Some of you may know me as the founder of Slice, the long-running weblog dedicated to pizza, which is now a part of Serious Eats. One thing I’ve learned over the years of pizzablogging (yes, Margot, pizzablogging is a thing, a weird, weird thing) is that everyone has his or her own way to make pizza and everyone’s way is THE RIGHT WAY. That is to say, if you don’t mix a dough, stretch it out, top it, or bake it the way John Q. Pizzanerd does it, YOU ARE DOING IT WRONG. Variables like bake times, dough hydration, and seemingly innocuous things like whether you put sugar in your tomato sauce spark fierce debate.
My wife and I observed something similar in babyland when we were in the hospital shortly after Margot’s birth. Especially around issues of breastfeeding.
If you have ever spent the night in a hospital, you get used to a parade of nurses changing shifts. There’s the usual day shift and night shift, so you’re going to have at least two nurses. But you’ll probably meet more than two simply due to days off in the nurses’ rotation. Every nurse we met had different advice regarding bottle-feeding, the use of pacifiers, etc. And that’s before we met with the hospital lactation consultant.
One of the more contentious issues surrounding breastfeeding is “nipple confusion.” That’s the fear that in giving the baby a bottle or pacifier, she will gain a preference for something other than the mother’s nipple. I’m not denying that it is a real concern, just saying that people can be very strident about doing “breast only” feeding.
The nurses, of course, are trained not to tell parents what to do. They get around it by talking in generalities when asked. “Well, many people supplement breastfeeding with bottle feeding.” Or, “I’ve seen people give a newborn a pacifier.” But they’re not going to come out and say, “You should give that screaming baby a pacifier STAT!”

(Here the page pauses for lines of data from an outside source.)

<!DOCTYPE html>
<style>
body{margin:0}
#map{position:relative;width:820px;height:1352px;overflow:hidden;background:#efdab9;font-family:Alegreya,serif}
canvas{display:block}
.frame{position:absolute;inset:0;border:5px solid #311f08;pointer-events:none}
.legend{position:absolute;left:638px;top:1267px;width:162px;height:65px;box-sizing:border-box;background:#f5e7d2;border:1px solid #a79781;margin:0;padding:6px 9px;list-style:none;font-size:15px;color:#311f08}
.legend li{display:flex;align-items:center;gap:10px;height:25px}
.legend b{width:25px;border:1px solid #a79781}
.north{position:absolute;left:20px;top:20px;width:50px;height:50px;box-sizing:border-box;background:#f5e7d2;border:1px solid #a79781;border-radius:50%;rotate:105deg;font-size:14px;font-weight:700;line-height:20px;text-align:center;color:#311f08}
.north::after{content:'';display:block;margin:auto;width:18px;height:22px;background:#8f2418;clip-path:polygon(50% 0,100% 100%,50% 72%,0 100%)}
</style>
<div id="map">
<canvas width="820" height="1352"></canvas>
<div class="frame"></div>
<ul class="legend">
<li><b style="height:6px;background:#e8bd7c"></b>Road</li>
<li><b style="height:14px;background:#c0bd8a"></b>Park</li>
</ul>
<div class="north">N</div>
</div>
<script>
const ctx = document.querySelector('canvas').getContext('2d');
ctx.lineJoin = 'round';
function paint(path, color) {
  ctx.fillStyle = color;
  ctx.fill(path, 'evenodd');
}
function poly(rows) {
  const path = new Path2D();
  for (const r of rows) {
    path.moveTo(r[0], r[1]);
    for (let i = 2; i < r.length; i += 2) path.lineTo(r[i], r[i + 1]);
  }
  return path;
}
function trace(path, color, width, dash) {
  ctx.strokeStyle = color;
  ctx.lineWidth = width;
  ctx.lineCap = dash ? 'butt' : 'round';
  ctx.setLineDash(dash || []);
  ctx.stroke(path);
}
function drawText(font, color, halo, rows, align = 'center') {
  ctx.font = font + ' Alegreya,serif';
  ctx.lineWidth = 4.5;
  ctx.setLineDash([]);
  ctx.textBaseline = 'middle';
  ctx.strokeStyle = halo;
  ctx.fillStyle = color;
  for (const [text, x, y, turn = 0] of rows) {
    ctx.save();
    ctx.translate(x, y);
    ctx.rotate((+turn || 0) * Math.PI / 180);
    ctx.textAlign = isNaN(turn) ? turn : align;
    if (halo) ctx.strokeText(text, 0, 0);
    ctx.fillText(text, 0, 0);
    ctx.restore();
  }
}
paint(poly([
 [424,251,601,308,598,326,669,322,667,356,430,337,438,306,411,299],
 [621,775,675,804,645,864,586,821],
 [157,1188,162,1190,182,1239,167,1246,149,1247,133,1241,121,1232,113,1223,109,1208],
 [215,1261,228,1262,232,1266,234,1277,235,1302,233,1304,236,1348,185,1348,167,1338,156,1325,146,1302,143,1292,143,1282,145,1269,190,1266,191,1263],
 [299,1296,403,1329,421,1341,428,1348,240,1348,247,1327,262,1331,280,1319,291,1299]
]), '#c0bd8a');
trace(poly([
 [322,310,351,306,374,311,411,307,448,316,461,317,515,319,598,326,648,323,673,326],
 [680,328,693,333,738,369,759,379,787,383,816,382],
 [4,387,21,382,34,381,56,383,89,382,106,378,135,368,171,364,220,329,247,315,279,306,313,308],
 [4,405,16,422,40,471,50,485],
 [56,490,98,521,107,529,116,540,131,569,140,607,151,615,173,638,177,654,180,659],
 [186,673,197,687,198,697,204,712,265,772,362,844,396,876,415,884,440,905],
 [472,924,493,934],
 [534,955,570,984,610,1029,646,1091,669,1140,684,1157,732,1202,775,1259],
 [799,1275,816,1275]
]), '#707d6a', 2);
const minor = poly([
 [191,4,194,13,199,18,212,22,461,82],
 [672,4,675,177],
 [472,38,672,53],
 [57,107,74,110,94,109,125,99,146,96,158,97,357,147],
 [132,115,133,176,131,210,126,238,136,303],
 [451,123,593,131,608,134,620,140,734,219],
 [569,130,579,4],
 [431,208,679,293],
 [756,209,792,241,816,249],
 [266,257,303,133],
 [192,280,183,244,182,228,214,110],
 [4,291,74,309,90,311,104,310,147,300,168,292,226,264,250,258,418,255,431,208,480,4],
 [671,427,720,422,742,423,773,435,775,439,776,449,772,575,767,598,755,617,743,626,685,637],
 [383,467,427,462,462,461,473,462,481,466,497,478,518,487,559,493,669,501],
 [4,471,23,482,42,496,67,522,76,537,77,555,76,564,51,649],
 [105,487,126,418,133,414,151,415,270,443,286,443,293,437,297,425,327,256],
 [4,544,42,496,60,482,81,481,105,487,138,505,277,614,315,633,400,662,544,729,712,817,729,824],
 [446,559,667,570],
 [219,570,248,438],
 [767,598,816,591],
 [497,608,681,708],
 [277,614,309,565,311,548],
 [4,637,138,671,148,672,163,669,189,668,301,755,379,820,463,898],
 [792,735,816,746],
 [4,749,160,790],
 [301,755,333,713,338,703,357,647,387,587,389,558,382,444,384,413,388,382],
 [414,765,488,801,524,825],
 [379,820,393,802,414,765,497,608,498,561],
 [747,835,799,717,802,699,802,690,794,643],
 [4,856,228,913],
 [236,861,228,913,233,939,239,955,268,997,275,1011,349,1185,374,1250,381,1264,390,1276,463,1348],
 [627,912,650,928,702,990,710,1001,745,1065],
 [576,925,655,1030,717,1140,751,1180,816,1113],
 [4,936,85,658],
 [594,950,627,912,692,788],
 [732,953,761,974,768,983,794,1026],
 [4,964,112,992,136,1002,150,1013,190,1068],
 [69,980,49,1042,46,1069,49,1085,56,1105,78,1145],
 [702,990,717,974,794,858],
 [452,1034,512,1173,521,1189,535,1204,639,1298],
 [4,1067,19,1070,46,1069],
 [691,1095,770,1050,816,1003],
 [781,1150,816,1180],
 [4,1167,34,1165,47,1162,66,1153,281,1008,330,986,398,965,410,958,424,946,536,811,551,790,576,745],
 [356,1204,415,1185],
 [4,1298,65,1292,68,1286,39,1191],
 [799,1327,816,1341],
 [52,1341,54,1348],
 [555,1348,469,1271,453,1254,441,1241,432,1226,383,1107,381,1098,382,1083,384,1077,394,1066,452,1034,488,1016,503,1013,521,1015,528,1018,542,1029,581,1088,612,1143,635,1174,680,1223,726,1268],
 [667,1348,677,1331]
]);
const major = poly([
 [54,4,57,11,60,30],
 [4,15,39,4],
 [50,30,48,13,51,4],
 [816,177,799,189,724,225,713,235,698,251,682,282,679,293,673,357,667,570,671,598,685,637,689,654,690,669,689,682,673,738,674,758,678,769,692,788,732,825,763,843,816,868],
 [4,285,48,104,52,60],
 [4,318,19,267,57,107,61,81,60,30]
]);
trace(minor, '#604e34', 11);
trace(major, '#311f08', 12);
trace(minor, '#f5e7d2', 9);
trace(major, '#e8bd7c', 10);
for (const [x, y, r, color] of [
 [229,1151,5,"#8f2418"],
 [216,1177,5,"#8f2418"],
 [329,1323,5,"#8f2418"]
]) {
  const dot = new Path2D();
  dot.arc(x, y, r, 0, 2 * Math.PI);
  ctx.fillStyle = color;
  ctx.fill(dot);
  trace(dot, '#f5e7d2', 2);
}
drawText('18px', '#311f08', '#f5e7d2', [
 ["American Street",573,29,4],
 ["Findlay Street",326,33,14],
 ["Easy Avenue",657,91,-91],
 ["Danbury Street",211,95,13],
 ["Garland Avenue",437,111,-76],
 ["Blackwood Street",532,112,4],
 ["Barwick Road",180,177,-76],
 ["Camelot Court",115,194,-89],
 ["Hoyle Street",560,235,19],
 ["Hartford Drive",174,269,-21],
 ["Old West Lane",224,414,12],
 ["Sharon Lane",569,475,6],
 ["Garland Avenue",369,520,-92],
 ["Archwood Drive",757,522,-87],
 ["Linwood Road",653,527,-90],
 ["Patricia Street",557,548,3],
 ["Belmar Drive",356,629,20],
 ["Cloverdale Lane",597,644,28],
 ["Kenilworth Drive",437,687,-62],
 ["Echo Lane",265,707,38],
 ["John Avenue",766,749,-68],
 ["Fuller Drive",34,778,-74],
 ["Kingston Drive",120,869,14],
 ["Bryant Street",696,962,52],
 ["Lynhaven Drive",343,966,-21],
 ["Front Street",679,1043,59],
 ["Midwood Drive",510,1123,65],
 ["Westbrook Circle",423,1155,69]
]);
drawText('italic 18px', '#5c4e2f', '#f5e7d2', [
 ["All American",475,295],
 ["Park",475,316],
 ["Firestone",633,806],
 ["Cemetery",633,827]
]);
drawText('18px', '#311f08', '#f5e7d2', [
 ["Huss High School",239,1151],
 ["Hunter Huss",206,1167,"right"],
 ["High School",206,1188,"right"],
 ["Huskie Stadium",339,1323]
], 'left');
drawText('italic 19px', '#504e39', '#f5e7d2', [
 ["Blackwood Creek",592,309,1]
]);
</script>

Because our baby was born C-section, we had three nights in the hospital and we tried breastfeeding exclusively. When Margot got close to losing 10 percent of her birth weight by the fourth day, the staff pediatrician recommended giving her a bottle and to follow up on this line with our regular pediatrician. You would not believe the difference that made. She calmed down, slept better, and, given continued bottle-supplementation, started gaining back her weight quickly.
If we had listened to the lactation consultant, who was very much in favor of breastfeeding-only, we might have seen slower weight gain. In the end, we continued with the formula supplements, and Margot still has no trouble feeding from the breast. I’m not going to say that we’re not concerned with inducing a formula preference (which is why we’re careful only to feed her formula on a limited regimen), but that we found a solution that worked for us.
Which is what happens in much of pizzamaking. You adapt various methods from various schools of thought to find something that works for you.
I’m actually surprised this wasn’t your first post.
I thought “Hello World!” — the default WordPress first post — was appropriate. Also because I’m only now beginning to grasp that it’s about what works for you and your baby and what not. But, yeah, I had this thought only a few days into this whole parenting thing.